Llama-3.1 DataFilter: Arabic & Multilingual (DFT)
- This repository hosts an optimized, multilingual, and Arabic-focused variant of the JoyYizhu/DataFilter architecture.
- Built on top of the Llama-3.1 framework, this model is specifically engineered to act as an inline security guardrail—detecting, filtering, and defending Large Language Model (LLM) applications against adversarial prompt injections and jailbreaking attempts.
- We build this model using DFT loss .
🚀 Key Enhancements
- Multilingual Capabilities: Expanded coverage to detect cross-lingual prompt injections, translation-based bypasses, and multi-language evasion techniques.

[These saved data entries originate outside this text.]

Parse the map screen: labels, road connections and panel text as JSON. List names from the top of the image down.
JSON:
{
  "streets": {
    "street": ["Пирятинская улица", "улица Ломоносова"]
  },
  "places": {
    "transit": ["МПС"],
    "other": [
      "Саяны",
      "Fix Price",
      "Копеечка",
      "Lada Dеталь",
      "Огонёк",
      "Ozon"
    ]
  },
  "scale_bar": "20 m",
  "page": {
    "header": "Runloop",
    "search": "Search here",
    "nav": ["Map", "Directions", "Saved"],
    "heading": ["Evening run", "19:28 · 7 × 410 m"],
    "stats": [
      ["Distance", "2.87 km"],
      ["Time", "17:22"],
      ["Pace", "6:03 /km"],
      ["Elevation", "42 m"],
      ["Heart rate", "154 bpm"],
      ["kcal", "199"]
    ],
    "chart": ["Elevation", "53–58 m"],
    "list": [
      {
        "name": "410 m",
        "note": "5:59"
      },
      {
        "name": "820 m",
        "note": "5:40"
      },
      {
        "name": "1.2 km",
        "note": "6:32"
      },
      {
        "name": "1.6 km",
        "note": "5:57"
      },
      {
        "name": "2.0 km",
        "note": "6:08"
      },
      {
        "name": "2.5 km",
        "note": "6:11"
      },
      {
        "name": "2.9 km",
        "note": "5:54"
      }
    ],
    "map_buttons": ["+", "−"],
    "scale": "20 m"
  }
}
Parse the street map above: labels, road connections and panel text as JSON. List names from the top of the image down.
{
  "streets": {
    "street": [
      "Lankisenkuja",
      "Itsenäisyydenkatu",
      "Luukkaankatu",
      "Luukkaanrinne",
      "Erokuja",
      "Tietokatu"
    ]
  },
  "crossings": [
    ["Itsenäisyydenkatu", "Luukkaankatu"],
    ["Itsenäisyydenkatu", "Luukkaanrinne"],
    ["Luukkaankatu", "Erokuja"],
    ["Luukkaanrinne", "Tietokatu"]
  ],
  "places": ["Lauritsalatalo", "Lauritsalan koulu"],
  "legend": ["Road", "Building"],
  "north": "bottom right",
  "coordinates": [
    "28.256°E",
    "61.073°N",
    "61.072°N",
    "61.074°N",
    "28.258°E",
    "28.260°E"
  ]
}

- Arabic Optimization: Fine-tuned to recognize complex linguistic structures, adversarial patterns, and semantic jailbreak wrappers written in both Modern Standard Arabic (MSA) and mixed regional dialects.
🛠️ Quickstart & Inference
You can easily load and run this model using the Hugging Face transformers library. Ensure you have transformers, torch, and accelerate installed.
import torch
from transformers import AutoTokenizer, AutoModelForCausalLM
model_id = "RafyHany/DataFilter-arabic-multilingual-dft"
tokenizer = AutoTokenizer.from_pretrained(model_id)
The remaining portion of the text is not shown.